Harcèlement moral & sexuel en entreprise : On ne badine pas avec la réputation

Les langues se délient progressivement sur le sujet du harcèlement moral et sexuel qui sévit encore dans de (trop) nombreuses entreprises. Il faut s’en réjouir. Néanmoins, cette tendance croissante doit cesser d’être considérée comme un épiphénomène localisé et/ou ponctuel mais véritablement comme un enjeu crucial durable où la réputation de l’entreprise a autant à perdre en cas de laxisme ou d’atermoiement que la casse humaine qui en résulte. Eléments de réflexion autour de quelques exemples récents.

En septembre dernier, l’encre des bans de mariage entre Braaxe, agence de social media et Australie, agence de publicité était à peine sèche qu’une terrible accusation mettait nommément en cause Julien Casiro, le fondateur de Braaxe et quelques-uns de ses collaborateurs pour « sexisme, violences et abus de pouvoir » envers des jeunes femmes travaillant pour cette agence. L’accusation émane du compte Instagram militant « Balance Ton Agency » qui entend révéler les déviances et le harcèlement qui persiste encore dans le milieu des agences de communication.
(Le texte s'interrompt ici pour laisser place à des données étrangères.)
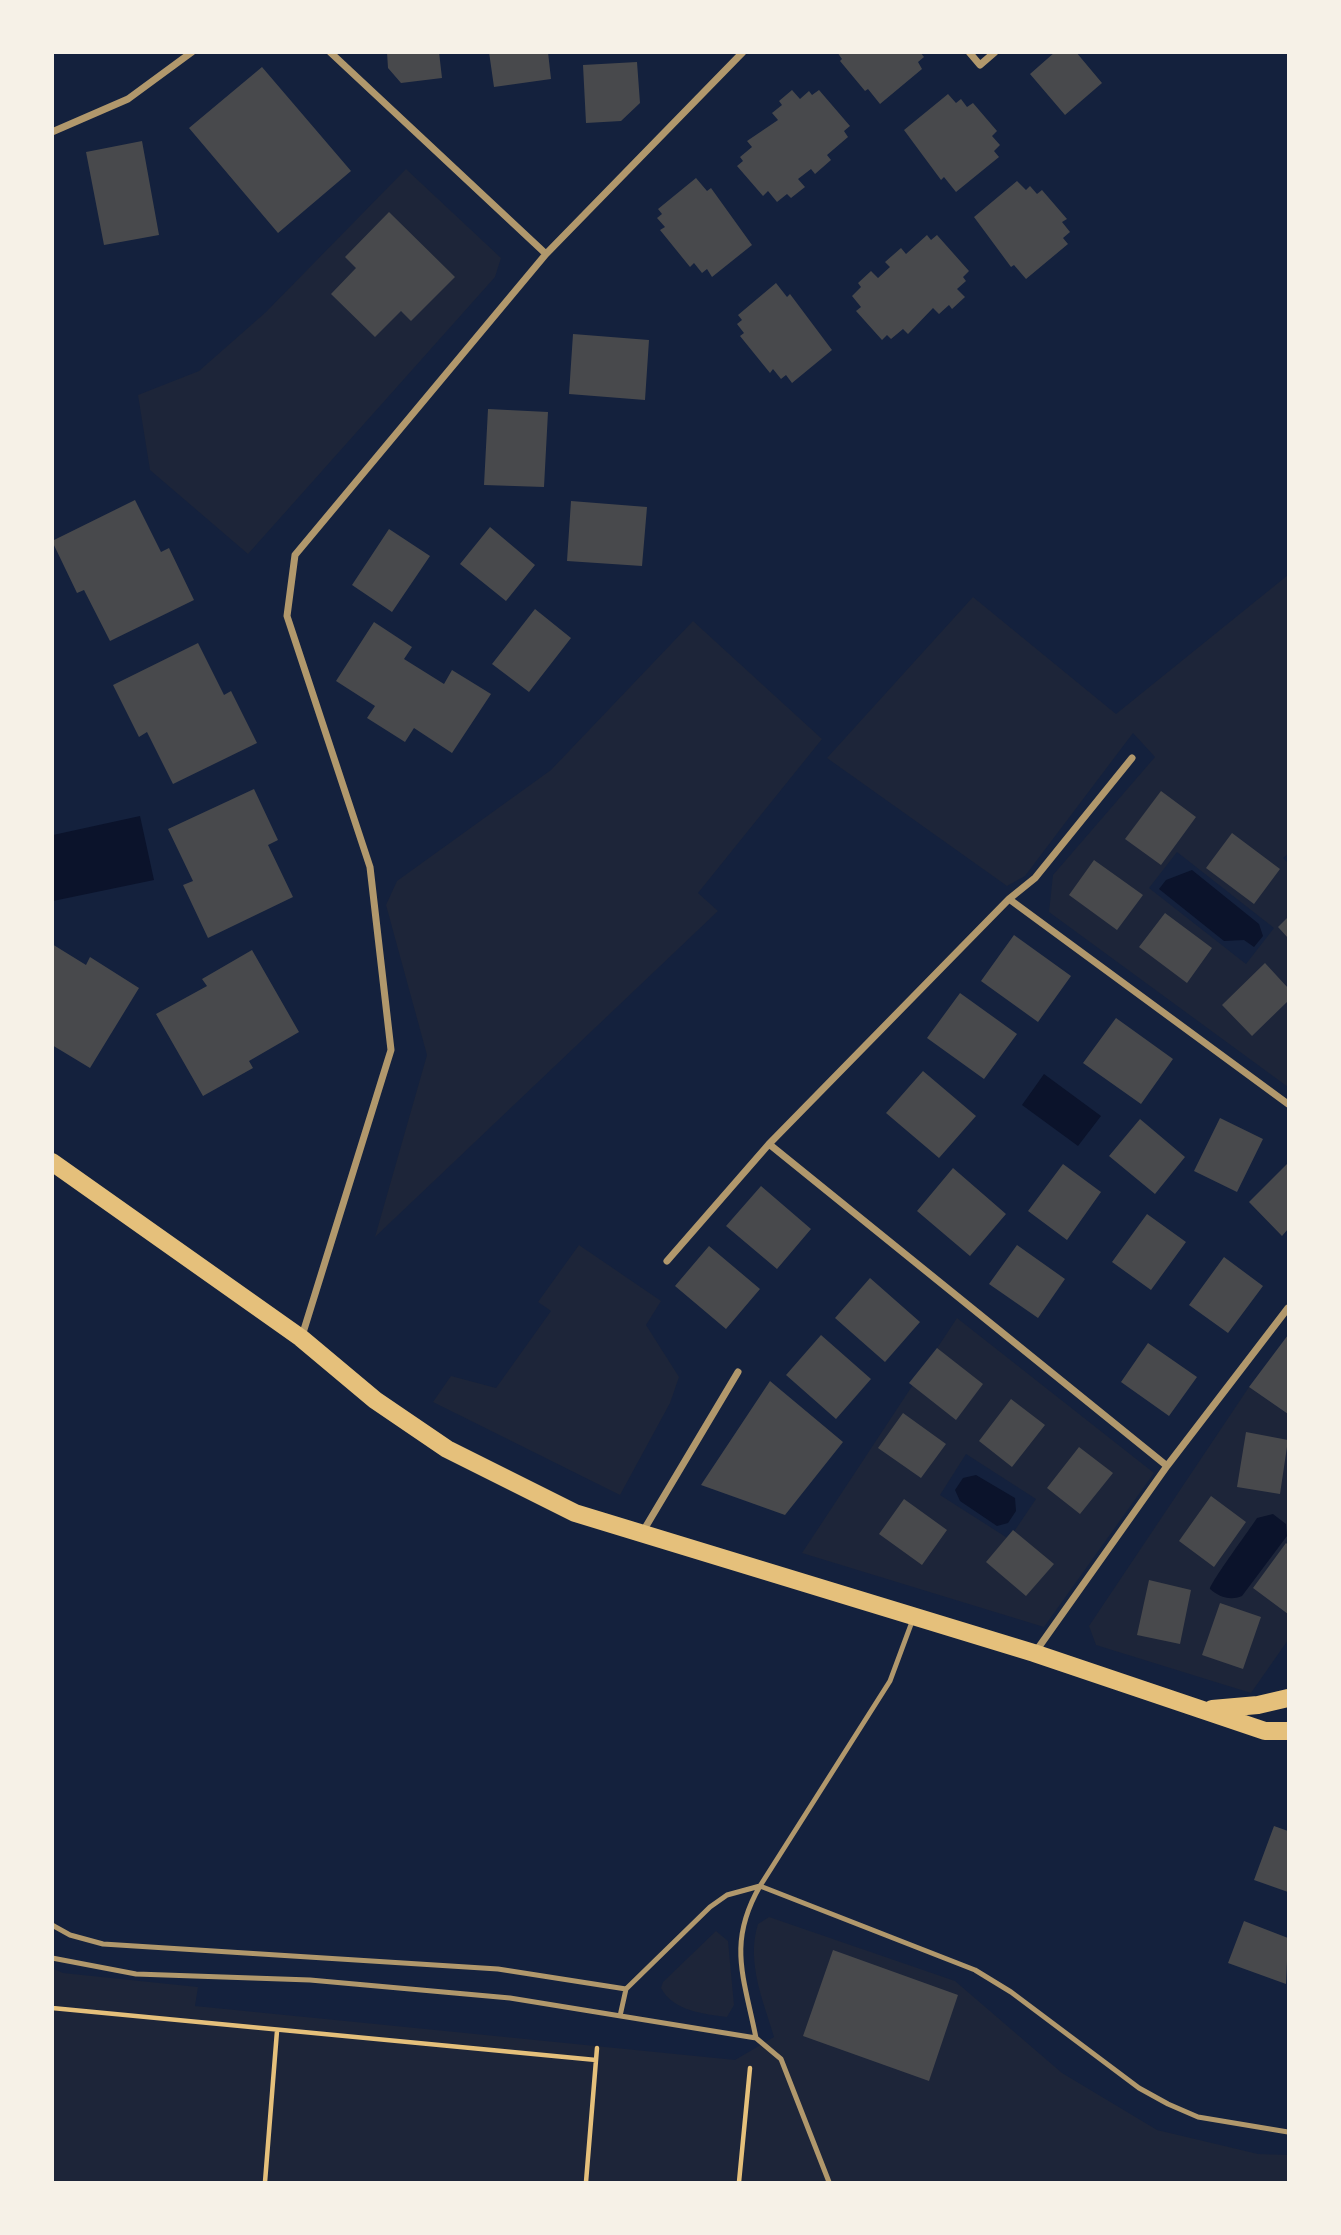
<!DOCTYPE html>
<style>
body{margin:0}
#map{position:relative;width:1341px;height:2235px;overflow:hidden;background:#14213d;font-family:Commissioner,sans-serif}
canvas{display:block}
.frame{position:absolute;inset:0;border:54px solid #f6f1e7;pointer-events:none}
</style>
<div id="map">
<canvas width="1341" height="2235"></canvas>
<div class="frame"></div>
</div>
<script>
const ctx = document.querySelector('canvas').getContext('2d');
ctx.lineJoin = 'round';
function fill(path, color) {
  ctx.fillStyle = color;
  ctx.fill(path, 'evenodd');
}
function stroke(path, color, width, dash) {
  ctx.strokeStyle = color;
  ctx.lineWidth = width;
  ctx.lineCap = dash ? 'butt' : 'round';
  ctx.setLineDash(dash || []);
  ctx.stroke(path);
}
const green = new Path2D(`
 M 406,169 L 501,258 L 495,277 L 248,554 L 150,470 L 138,395 L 199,371 L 266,312 Z
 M 1288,575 L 1288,854 L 1283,858 L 1288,863 L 1288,1087 L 1049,912 L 1053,875 L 1155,757 L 1133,733 L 1025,876 L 1007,886 L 827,758 L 973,597 L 1116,714 ZM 1177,852 L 1274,928 L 1246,964 L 1149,888 Z
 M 693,621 L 822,739 L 698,893 L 718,911 L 375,1237 L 427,1055 L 386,905 L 397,881 L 551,770 Z
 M 579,1245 L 661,1301 L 646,1325 L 679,1377 L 670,1403 L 620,1495 L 433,1402 L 451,1376 L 496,1388 L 551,1311 L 538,1302 Z
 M 957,1318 L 1154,1473 L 1044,1627 L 802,1553 ZM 966,1454 L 1036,1499 L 1009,1539 L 940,1495 Z
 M 1249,1387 L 1288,1414 L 1288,1640 L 1251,1693 L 1096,1645 L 1089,1626 Z
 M 769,1917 L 955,1981 L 1062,2073 L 1157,2130 L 1258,2154 L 1288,2155 L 1288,2182 L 53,2182 L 52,1968 L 63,1973 L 198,1987 L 195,2006 L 735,2060 L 774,2037 C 763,2000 746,1962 758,1924 Z
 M 716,1931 L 728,1941 L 734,2005 L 727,2017 C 704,2014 673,2011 661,1988 L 663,1982 Z`);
const water = new Path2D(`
 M 140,816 L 154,880 L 53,901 L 53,835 Z
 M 1192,870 L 1259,924 L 1263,936 L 1254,947 L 1244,940 L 1224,941 L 1159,889 L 1166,880 Z
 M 1044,1074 L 1101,1116 L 1078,1146 L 1022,1105 Z
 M 976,1475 L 1015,1498 L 1016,1511 L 1008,1523 L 997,1526 L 960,1501 L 955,1490 L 963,1478 Z
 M 1273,1514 L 1286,1524 L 1287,1536 L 1242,1596 C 1230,1601 1219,1597 1210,1589 C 1210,1583 1250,1529 1257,1518 Z`);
const building = new Path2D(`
 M 387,52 L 439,52 L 442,78 L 401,83 L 388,68 Z
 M 489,52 L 548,52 L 551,79 L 494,87 Z
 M 837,52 L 920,52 L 924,57 L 918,62 L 922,69 L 880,104 L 868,89 L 865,91 L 840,61 L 842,59 Z
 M 1055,52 L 1076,52 L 1102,83 L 1065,115 L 1030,74 Z
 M 637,62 L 640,103 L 621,121 L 586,123 L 583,65 Z
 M 262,67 L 351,171 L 278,233 L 189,128 Z
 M 792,90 L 800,99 L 809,91 L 812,95 L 819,90 L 850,126 L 844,131 L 848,137 L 827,155 L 831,160 L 815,174 L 811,169 L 798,179 L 805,187 L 791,198 L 787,194 L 777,202 L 768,191 L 763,196 L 737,166 L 743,161 L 740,157 L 752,147 L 747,141 L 778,120 L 772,113 L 782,105 L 779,101 Z
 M 948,94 L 956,103 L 961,99 L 967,107 L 973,103 L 997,131 L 992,136 L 1000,145 L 994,151 L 999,157 L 956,192 L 944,177 L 941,180 L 904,130 Z
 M 142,141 L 159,235 L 104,245 L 86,152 Z
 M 696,178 L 707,191 L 711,188 L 752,245 L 712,277 L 707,269 L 702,273 L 694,263 L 690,267 L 660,230 L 665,227 L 657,218 L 662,214 L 658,209 Z
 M 1017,181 L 1026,190 L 1030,186 L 1037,194 L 1042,190 L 1067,219 L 1062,222 L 1070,232 L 1063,238 L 1068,244 L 1026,279 L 1014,265 L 1011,267 L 974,217 Z
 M 389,212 L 455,277 L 411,321 L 401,311 L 375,337 L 331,294 L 356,268 L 345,257 Z
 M 927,235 L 931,240 L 937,235 L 969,271 L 963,277 L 966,281 L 957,289 L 965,297 L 952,309 L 949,305 L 939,314 L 933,308 L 908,334 L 903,329 L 891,339 L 887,335 L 882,340 L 856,311 L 861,307 L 852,296 L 861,287 L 858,283 L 871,271 L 878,278 L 890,267 L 885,262 L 901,248 L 906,254 Z
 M 776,283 L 787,297 L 790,294 L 832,350 L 792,383 L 786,375 L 781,379 L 773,369 L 770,373 L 740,336 L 744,333 L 737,324 L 742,320 L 738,315 Z
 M 573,334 L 649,340 L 645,400 L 569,394 Z
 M 488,409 L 548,412 L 544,487 L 484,485 Z
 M 135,500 L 161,552 L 169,548 L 194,600 L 110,641 L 84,590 L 77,593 L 52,541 Z
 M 571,501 L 647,507 L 642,566 L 567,561 Z
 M 490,527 L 535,565 L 506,601 L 460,564 Z
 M 389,529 L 430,556 L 392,612 L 352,585 Z
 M 535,609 L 571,638 L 529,692 L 492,664 Z
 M 374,622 L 412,647 L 404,659 L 444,684 L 452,670 L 491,694 L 452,753 L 414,728 L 405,742 L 367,718 L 375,706 L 336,681 Z
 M 198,643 L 224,695 L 231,691 L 257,743 L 173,784 L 147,732 L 139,737 L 113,685 Z
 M 254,789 L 278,840 L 268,845 L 293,897 L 208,938 L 183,885 L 193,881 L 168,829 Z
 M 1161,791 L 1196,817 L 1161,865 L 1125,839 Z
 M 1232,833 L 1280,869 L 1254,904 L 1206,868 Z
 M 1094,860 L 1143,895 L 1117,930 L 1069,895 Z
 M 1165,913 L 1212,948 L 1187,983 L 1139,947 Z
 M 1288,917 L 1288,938 L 1278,927 Z
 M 1014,935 L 1071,976 L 1038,1022 L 981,981 Z
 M 52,944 L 86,965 L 90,957 L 139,988 L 90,1068 L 52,1045 Z
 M 252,950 L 299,1032 L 249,1061 L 253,1068 L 203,1096 L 156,1014 L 207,986 L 202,979 Z
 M 1265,963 L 1288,988 L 1288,1001 L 1252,1036 L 1222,1005 Z
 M 960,993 L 1017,1034 L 984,1079 L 927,1038 Z
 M 1116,1018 L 1173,1059 L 1141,1104 L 1083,1063 Z
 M 923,1071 L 976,1116 L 939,1158 L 886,1113 Z
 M 1220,1118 L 1263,1139 L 1237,1192 L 1194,1171 Z
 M 1140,1119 L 1185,1157 L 1155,1194 L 1109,1156 Z
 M 1288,1163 L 1288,1229 L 1282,1236 L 1249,1202 Z
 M 1063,1164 L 1101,1192 L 1067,1240 L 1028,1211 Z
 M 953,1168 L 1006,1214 L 970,1256 L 917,1211 Z
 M 761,1186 L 811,1229 L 777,1269 L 726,1226 Z
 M 1147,1214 L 1186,1242 L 1151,1290 L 1112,1262 Z
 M 1017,1245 L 1065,1279 L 1038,1318 L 989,1284 Z
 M 709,1246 L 760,1289 L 726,1329 L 675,1286 Z
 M 1224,1257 L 1263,1286 L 1228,1333 L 1189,1305 Z
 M 870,1278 L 920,1322 L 885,1362 L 835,1318 Z
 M 821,1335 L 871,1379 L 836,1419 L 786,1375 Z
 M 1288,1335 L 1288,1414 L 1249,1387 Z
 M 1148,1343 L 1197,1377 L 1169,1416 L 1121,1382 Z
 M 937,1348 L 983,1384 L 956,1420 L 909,1383 Z
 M 770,1381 L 843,1442 L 785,1515 L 701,1485 Z
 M 1011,1399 L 1045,1425 L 1012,1467 L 979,1441 Z
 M 903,1413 L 946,1444 L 921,1478 L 878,1448 Z
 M 1246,1432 L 1288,1440 L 1280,1494 L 1237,1487 Z
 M 1079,1447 L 1113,1473 L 1080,1514 L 1047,1488 Z
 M 1211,1496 L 1246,1522 L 1214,1567 L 1179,1541 Z
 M 904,1499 L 947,1530 L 922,1565 L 879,1534 Z
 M 1013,1530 L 1054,1564 L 1026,1596 L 986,1562 Z
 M 1286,1543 L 1288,1545 L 1288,1614 L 1253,1588 Z
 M 1149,1580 L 1191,1590 L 1180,1644 L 1137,1635 Z
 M 1220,1603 L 1261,1617 L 1243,1669 L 1202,1655 Z
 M 1274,1826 L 1288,1831 L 1288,1892 L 1254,1880 Z
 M 1244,1921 L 1288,1938 L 1286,1984 L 1228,1963 Z
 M 833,1950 L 958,1995 L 929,2081 L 803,2036 Z`);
const path = new Path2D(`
 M 52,2008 L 596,2060
 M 265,2182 L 277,2031
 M 586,2182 L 597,2048
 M 739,2182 L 750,2068`);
const service = new Path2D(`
 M 52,1925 L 70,1935 L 103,1944 L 498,1969 L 626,1989
 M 52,1958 L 136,1974 L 310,1980 L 510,1998 L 756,2038 L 781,2059 L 829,2182
 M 620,2016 L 626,1989 L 710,1907 L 727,1895 L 760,1886 L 890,1681 L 913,1619
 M 756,2038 C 744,1977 727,1943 760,1886 L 975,1970 L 1011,1992 L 1139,2088 L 1168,2104 L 1198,2117 L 1288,2132`);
const minor = new Path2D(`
 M 330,52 L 546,254
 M 969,52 L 980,65 L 995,52
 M 52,132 L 128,99 L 192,52
 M 1009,899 L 1288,1104
 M 769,1144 L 1167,1466
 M 667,1261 L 769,1144 L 1009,899 L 1035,878 L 1132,758
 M 302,1336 L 391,1050 L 370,867 L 287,616 L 295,555 L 546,254 L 743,52
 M 642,1533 L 738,1372
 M 1036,1651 L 1167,1466 L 1288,1308`);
const primary = new Path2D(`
 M 52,1162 L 301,1338 L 375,1400 L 447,1449 L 575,1513 L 1034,1653 L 1265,1731 L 1288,1731
 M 1212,1709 L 1258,1705 L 1288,1698`);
fill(green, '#1d2539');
fill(water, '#0b132b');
fill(building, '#48494c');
stroke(path, '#e5c07b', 4.5);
stroke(service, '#b1986c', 5);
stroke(minor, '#b1986c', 7);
stroke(primary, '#e5c07b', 18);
</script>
L’acquéreur met aussitôt le pied sur le frein et une enquête interne est diligentée chez Braaxe. Le couperet vient de tomber le 15 décembre dans un communiqué du président du groupe Australie, David Leclabart (1) : « Australie décide de ne pas poursuivre son rapprochement avec Braaxe […] Au regard des conclusions de ces enquêtes, et de l’impact de ces accusations, le projet nécessitait des changements importants que les fondateurs de Braaxe ne sont pas prêts à consentir. Dans ces conditions, Australie se trouve dans l’obligation de renoncer à ce projet ». Preuve est faite une fois de plus que le harcèlement moral et sexuel, au-delà d’être humainement nuisible et légalement condamnable, peut être aussi mortifère pour la réputation d’une entreprise.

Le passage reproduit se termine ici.